Each token is then converted to a 768-value vector called embedding.
The embeddings are then processed by the text transformer and are ready to be consumed by the noise predictor.
The tokens and embeddings of any prompt with the notebook.
The text prompt is first tokenized by a CLIP tokenizer (More detail for CLIP). Tokenization is the computer's way of understanding words(It compares to humans). This is the reason the words in a text prompt are first converted to numbers.
A tokenizer can only tokenize words it has seen during training. For example, there are "dream" and "beach" in the CLIP model but not "dreambeach". Tokenizer would break up the word "dreambeach" into two tokens "dream" and "beach". So one word does not always mean one token.
The stable Diffusion model is limited to using 75 tokens in a prompt. (So, it is not the same as 75 words.)
Stable diffusion v1 uses Open AI's ViT-L/14 Clip model. Embedding is a 768-value vector. Each token has its own unique embedding vector. Embedding is fixed by the CLIP model, which is learned during training.

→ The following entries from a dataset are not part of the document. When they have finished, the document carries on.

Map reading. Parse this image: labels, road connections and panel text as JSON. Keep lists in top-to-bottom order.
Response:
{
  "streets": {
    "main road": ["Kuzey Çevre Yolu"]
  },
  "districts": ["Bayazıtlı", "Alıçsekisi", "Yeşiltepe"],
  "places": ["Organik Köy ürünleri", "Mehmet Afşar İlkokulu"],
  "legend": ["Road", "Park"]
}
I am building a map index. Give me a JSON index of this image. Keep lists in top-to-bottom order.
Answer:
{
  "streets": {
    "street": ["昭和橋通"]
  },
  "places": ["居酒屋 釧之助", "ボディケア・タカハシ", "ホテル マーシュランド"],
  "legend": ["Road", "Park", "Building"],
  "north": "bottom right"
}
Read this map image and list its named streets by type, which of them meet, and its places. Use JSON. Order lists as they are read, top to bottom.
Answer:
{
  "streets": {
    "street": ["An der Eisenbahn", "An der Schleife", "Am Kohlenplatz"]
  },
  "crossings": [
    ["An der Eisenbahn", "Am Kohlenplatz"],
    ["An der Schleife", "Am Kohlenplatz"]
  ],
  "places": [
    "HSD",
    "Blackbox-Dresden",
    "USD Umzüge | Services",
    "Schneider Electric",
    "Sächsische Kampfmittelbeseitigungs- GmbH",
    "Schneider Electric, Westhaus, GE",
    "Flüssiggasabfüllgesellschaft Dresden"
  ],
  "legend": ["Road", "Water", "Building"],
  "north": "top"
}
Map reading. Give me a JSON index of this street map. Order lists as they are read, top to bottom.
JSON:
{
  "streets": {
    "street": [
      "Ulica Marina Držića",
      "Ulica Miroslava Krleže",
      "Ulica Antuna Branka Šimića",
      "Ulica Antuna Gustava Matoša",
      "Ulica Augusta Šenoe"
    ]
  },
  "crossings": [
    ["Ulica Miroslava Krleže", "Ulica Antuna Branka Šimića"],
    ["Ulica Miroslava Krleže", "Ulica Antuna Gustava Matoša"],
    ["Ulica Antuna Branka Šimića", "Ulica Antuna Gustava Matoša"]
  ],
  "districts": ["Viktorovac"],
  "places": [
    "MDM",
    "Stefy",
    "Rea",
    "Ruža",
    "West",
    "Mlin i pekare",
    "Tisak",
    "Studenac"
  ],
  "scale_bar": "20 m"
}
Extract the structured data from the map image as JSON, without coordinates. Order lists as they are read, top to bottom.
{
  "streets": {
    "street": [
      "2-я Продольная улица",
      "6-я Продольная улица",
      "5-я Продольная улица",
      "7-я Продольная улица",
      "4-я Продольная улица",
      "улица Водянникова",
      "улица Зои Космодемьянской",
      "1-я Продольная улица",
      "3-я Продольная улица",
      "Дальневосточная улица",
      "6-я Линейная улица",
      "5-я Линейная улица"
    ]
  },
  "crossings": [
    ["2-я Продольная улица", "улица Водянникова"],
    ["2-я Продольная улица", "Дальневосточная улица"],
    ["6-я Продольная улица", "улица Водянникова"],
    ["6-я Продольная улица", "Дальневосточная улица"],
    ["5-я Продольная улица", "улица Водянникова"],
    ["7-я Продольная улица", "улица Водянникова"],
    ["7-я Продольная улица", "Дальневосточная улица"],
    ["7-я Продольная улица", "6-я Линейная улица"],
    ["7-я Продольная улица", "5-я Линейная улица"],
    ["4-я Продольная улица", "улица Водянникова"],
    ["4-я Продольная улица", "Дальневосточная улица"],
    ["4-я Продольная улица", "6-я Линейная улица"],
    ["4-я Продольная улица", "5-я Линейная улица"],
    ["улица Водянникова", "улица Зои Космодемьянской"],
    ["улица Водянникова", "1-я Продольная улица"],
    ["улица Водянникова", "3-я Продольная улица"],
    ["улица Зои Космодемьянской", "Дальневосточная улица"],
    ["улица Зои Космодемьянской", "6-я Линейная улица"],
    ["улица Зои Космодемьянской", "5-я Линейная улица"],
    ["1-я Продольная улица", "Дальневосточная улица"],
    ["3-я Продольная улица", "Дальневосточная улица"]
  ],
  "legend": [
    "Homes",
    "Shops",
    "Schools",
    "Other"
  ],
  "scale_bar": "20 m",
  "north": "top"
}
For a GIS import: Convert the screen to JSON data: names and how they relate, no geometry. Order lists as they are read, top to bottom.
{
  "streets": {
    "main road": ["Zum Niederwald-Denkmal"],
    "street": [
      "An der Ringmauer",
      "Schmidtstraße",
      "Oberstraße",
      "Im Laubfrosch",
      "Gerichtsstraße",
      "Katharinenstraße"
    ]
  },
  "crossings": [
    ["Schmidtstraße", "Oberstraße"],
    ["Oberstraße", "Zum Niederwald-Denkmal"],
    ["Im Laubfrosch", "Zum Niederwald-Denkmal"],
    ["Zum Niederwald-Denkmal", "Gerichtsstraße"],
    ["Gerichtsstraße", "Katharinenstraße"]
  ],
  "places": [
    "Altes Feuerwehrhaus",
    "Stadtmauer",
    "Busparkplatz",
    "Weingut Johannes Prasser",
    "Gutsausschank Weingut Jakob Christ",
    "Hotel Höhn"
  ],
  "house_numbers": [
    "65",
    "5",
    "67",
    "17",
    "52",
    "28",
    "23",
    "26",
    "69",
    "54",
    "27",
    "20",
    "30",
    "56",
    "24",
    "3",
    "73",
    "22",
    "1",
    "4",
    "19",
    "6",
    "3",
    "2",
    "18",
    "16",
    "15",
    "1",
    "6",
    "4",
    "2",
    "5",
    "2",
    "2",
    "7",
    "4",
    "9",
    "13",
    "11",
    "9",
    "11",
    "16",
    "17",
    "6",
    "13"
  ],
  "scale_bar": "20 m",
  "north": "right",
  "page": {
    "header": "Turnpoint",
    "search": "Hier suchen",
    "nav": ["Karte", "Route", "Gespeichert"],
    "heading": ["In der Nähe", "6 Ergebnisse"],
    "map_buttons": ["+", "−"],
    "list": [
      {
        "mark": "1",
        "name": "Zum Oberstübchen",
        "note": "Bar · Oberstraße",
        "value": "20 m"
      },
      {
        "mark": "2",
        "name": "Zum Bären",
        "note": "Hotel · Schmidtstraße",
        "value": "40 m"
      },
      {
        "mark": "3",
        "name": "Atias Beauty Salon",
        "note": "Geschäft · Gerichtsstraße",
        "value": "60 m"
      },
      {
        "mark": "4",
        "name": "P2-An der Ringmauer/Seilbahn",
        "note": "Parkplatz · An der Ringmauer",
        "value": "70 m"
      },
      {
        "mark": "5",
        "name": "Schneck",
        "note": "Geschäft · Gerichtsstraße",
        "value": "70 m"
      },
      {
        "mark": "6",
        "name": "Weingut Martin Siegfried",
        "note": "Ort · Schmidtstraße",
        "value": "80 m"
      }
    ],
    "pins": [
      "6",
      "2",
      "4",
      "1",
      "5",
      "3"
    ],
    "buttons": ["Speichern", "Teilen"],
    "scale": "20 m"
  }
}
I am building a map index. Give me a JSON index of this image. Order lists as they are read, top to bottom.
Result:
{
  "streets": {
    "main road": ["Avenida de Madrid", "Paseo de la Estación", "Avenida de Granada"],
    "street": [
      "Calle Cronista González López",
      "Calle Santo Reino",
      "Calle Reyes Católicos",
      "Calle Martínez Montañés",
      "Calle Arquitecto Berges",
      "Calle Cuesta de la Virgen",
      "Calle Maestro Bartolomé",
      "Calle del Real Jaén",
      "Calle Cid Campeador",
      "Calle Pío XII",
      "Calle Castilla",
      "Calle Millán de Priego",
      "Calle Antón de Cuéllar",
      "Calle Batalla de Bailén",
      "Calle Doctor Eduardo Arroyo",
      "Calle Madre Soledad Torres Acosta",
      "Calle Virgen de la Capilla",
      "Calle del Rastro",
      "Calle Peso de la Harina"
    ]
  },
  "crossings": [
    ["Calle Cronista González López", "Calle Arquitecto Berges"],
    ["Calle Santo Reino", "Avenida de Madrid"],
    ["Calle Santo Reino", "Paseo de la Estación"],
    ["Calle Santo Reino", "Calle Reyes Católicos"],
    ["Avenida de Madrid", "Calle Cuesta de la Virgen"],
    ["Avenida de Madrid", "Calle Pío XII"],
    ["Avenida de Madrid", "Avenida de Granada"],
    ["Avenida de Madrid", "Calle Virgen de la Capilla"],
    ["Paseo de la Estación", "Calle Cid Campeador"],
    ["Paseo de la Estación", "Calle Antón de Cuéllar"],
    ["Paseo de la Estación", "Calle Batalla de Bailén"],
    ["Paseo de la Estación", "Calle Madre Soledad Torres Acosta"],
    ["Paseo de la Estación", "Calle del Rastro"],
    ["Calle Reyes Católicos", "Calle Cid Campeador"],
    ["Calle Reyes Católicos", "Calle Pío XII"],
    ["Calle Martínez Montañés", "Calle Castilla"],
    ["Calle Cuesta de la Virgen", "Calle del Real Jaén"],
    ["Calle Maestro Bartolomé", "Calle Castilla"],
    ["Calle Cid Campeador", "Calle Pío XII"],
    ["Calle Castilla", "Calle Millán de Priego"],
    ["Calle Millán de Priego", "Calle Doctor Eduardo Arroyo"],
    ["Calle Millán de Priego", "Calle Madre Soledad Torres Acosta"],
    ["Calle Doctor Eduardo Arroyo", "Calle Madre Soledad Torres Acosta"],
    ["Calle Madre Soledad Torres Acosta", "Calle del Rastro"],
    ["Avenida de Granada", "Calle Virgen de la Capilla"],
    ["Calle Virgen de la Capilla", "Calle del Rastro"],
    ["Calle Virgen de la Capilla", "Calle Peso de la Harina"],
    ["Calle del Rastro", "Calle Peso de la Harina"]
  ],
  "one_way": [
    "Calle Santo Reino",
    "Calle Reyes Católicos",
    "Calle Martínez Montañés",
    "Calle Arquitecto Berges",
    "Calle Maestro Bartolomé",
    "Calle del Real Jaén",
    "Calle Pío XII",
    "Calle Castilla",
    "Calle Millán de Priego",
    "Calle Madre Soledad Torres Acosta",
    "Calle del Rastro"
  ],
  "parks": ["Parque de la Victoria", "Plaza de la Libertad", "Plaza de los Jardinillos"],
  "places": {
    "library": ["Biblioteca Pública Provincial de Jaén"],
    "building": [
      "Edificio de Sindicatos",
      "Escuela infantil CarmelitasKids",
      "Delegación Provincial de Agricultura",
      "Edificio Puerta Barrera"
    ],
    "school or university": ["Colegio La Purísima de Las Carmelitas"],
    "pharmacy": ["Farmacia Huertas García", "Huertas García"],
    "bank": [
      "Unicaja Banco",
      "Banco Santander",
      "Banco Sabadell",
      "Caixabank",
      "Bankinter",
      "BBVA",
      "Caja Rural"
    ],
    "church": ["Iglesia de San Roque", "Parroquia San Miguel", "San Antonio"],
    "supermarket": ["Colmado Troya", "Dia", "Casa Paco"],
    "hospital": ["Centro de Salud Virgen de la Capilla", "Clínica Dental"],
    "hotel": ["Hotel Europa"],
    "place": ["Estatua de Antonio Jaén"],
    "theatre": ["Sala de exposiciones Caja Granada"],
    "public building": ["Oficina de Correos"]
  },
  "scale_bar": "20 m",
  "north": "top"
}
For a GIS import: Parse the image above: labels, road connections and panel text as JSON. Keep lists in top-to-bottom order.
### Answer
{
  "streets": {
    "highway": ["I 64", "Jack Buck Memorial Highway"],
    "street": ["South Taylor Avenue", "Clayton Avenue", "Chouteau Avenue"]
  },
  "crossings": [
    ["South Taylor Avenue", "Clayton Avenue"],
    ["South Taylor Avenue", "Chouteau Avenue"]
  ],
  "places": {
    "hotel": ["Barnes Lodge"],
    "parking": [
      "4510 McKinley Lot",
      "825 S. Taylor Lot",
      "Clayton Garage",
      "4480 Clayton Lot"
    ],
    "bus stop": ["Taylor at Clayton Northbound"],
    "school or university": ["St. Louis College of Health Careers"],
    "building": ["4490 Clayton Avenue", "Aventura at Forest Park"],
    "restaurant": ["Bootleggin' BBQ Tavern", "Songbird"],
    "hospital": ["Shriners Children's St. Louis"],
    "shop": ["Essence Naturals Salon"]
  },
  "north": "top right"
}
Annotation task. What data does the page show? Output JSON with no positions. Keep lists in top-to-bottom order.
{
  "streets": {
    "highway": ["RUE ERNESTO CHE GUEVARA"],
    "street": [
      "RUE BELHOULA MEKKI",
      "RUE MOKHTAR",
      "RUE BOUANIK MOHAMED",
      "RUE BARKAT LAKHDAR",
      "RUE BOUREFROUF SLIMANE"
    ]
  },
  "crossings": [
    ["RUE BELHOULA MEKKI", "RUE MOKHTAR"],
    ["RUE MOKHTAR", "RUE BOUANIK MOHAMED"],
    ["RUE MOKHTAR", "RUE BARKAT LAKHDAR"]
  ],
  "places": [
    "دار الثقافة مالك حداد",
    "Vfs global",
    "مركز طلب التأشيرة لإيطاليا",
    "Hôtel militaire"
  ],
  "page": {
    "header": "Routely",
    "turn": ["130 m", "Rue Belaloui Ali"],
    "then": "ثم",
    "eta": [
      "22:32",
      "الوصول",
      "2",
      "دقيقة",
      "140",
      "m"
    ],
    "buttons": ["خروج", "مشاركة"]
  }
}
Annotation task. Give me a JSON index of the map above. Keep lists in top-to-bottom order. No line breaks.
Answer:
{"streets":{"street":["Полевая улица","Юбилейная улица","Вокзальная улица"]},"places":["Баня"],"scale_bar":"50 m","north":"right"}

It's because some words are closely related to each other. We want to take advantage of this information. For example, the embeddings of man, gentleman, and guy are nearly identical because they can be used interchangeably. Monet, Manet, and Degas all painted in impressionist styles but in different ways. The names have close but not identical embeddings.
Embedding can trigger a style with a keyword. Embeddings can do magic. Scientists have shown that finding the proper embeddings can trigger arbitrary objects and styles, a fine-tuning technique called textual inversion.
The embedding needs to be further processed by the text transformer before feeding into the noise predictor. The transformer is like a universal adapter for conditioning. In this case, its input is text embedding vectors, but it could as well be something else like class labels, images, and depth maps. The transformer not only further processes the data but also provides a mechanism to include different conditioning modalities.
The output of the text transformer is used multiple times by the noise predictor throughout the U-Net. The U-Net[#Todo] consumes it by a cross-attention mechanism. That's where the prompt meets the image.
Here is an example, the prompt "A man with the blue eye" as an example. Stable Diffusion pairs the two words "blue" and "eyes" together (self-attention within the prompt) so that it generates a man with blue eyes but not a man with a blue shirt. It then uses this information to steer the reverse diffuse towards images containing blue eyes. (cross-attention between the prompt and the image)
A technique to fine-tune Stable Diffusion models hijacks the cross-attention networks to insert styles. LoRA models modify the weights of the cross-attention module to change styles. The fact that modifying this module alone can fine-tune a Stable Diffusion model tells you how important this module is.
The text prompt is not the only way a Stable Diffusion model can be conditioned. Both a text prompt and a depth image are used to condition the depth-to-image model.
ControlNet conditions the noise predictor with detected outlines, human poses, etc, and achieves excellent controls over image generations.